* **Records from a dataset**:
■ ■ ■ ■ ■ ■ ■

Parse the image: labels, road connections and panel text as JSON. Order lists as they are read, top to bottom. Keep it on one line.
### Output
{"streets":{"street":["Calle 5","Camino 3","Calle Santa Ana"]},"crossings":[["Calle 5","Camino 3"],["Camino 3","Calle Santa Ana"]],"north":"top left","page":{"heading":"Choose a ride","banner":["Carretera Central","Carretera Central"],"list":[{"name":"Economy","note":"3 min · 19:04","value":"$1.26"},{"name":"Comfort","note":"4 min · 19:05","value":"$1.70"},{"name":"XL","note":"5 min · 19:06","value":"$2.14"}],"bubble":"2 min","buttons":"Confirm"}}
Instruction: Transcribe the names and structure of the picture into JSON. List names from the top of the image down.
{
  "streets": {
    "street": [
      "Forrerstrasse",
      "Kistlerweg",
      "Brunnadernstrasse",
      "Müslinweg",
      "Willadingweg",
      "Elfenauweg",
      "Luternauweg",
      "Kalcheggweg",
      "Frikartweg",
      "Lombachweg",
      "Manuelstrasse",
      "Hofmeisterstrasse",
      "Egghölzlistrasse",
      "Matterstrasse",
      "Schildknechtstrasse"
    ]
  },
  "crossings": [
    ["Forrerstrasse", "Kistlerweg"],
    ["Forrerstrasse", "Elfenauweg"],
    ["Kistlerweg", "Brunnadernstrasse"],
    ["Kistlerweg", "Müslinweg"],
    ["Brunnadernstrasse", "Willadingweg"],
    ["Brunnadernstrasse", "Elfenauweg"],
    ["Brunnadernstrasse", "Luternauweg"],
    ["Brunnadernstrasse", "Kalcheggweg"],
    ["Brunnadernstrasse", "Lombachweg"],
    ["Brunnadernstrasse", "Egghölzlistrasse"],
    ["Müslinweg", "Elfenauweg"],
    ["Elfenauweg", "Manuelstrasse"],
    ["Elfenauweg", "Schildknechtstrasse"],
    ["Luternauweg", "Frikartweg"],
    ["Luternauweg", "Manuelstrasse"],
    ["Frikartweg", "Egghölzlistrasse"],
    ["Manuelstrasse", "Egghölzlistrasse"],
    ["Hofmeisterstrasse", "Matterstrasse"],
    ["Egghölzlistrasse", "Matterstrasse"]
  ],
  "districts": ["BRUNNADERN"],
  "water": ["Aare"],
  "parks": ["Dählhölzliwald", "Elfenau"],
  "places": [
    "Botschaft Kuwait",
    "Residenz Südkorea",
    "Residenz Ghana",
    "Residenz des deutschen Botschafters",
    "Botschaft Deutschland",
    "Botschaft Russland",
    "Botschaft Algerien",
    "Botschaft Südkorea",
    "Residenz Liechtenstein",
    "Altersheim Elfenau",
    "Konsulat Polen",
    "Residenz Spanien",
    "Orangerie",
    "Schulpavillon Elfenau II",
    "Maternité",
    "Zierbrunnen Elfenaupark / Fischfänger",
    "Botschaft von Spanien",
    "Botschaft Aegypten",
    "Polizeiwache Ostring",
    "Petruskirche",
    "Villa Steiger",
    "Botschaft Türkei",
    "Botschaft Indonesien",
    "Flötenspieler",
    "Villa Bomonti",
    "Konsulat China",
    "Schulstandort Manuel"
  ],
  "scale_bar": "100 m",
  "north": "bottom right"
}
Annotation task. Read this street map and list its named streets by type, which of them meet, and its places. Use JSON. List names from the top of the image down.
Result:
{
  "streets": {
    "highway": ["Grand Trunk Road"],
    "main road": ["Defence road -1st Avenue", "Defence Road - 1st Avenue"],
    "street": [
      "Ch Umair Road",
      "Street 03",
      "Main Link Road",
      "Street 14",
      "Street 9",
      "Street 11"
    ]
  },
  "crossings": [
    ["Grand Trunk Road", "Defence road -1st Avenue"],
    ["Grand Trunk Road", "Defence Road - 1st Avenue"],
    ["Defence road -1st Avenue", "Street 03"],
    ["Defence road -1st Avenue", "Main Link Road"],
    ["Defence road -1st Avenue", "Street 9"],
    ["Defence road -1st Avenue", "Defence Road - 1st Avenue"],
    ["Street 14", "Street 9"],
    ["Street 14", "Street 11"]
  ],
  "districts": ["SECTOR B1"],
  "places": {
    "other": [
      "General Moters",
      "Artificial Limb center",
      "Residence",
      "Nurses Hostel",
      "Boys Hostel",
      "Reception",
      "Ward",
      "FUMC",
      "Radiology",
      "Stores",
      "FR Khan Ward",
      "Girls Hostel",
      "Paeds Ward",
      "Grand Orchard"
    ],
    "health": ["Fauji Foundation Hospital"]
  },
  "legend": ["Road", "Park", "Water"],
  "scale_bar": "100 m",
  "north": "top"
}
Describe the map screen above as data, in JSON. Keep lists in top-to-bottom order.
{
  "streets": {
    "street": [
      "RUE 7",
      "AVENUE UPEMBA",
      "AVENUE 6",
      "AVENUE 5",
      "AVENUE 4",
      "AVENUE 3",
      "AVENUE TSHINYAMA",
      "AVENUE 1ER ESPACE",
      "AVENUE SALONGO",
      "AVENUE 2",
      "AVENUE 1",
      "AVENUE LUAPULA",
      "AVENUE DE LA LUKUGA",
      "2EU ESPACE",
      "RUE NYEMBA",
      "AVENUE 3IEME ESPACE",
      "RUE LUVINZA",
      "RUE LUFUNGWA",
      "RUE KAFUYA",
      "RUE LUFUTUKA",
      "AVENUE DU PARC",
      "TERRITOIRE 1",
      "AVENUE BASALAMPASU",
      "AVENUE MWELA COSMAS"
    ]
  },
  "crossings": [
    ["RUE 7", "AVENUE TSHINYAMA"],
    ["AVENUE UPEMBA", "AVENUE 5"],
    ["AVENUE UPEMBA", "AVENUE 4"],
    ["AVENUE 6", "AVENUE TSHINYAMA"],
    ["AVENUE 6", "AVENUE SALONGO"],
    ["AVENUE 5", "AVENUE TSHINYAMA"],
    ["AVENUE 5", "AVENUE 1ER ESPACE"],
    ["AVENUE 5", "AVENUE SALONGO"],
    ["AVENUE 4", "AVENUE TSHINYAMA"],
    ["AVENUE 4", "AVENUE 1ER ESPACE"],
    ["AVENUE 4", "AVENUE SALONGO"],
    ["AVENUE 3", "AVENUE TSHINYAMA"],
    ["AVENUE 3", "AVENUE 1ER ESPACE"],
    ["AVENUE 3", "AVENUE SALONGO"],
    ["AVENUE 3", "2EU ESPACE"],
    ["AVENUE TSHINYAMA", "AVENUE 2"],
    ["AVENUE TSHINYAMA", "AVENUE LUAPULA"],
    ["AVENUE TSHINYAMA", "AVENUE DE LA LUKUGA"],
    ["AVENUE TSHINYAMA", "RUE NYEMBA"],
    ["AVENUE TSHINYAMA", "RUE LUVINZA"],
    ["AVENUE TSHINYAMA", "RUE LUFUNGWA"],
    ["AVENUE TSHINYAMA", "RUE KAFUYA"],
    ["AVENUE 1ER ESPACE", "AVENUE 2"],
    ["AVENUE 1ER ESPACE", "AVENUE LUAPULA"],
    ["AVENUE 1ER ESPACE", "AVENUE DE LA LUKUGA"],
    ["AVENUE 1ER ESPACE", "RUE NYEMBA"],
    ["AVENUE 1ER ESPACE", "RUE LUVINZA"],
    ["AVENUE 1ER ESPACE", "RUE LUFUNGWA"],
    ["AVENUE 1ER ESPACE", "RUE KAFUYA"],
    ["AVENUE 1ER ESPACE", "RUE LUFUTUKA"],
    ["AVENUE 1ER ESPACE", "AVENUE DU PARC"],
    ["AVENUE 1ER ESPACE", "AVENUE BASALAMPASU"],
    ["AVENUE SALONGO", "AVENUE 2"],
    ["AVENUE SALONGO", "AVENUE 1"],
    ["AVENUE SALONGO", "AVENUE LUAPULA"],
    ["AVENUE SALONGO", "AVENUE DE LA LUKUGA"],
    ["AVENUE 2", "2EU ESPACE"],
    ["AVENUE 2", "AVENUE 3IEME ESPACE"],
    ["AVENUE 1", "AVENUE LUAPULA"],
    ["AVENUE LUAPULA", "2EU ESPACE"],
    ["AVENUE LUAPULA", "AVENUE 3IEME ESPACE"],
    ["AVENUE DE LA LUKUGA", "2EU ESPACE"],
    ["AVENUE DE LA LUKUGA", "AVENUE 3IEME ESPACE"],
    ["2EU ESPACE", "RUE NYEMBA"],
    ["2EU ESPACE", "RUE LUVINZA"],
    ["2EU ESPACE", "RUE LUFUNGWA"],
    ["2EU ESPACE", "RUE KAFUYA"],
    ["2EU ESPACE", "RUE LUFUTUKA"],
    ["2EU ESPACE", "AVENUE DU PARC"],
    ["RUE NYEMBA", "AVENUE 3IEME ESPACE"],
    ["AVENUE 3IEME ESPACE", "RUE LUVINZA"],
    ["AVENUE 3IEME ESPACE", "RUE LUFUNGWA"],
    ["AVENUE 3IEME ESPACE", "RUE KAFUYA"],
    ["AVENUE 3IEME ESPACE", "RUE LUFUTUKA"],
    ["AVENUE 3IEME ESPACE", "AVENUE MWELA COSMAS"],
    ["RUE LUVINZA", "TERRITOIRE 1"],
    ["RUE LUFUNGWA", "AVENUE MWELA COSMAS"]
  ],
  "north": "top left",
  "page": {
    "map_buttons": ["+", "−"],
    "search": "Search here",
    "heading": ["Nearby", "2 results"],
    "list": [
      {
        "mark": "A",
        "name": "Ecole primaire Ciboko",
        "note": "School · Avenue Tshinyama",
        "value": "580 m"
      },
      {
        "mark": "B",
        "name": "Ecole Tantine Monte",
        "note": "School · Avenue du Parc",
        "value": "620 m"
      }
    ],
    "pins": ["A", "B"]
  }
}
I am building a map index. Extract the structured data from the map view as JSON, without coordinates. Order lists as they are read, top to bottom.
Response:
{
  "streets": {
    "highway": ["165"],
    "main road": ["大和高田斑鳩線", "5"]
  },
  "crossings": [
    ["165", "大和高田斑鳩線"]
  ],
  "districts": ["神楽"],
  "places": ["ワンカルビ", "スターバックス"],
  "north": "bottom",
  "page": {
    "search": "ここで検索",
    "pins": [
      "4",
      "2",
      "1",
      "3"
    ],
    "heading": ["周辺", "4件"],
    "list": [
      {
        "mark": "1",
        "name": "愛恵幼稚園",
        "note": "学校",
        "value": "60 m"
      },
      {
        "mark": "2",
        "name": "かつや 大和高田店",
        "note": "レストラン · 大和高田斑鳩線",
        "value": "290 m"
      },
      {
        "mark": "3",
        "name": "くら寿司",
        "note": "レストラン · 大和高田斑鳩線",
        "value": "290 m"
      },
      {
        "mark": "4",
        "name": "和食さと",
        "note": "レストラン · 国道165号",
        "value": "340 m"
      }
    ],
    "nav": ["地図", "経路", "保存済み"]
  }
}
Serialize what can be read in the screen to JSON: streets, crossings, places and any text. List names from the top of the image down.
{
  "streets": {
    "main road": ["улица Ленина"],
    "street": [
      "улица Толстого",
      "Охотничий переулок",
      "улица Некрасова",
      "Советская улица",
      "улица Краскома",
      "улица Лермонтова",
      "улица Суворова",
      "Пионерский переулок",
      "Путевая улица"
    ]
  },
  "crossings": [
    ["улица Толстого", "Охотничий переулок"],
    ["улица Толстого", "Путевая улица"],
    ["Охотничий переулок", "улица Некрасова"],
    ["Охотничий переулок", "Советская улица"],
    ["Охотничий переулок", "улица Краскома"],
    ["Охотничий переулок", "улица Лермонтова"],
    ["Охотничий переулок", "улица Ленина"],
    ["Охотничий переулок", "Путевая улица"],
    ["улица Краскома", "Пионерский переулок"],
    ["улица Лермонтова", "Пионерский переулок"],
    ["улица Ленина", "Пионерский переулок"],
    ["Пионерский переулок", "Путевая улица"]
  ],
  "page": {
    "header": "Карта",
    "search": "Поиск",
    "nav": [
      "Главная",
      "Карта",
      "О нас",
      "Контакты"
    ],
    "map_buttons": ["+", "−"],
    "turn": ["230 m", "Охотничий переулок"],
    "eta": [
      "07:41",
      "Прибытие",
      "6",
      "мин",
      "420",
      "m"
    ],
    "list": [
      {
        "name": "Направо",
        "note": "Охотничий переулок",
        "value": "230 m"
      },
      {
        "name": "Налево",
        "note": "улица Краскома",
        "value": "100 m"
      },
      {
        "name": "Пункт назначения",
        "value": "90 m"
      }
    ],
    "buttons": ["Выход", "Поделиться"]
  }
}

■ ■ ■ ■ ■ ■ ■

For the records above, state how many lines include the string "mark", giving the number and nothing else.

6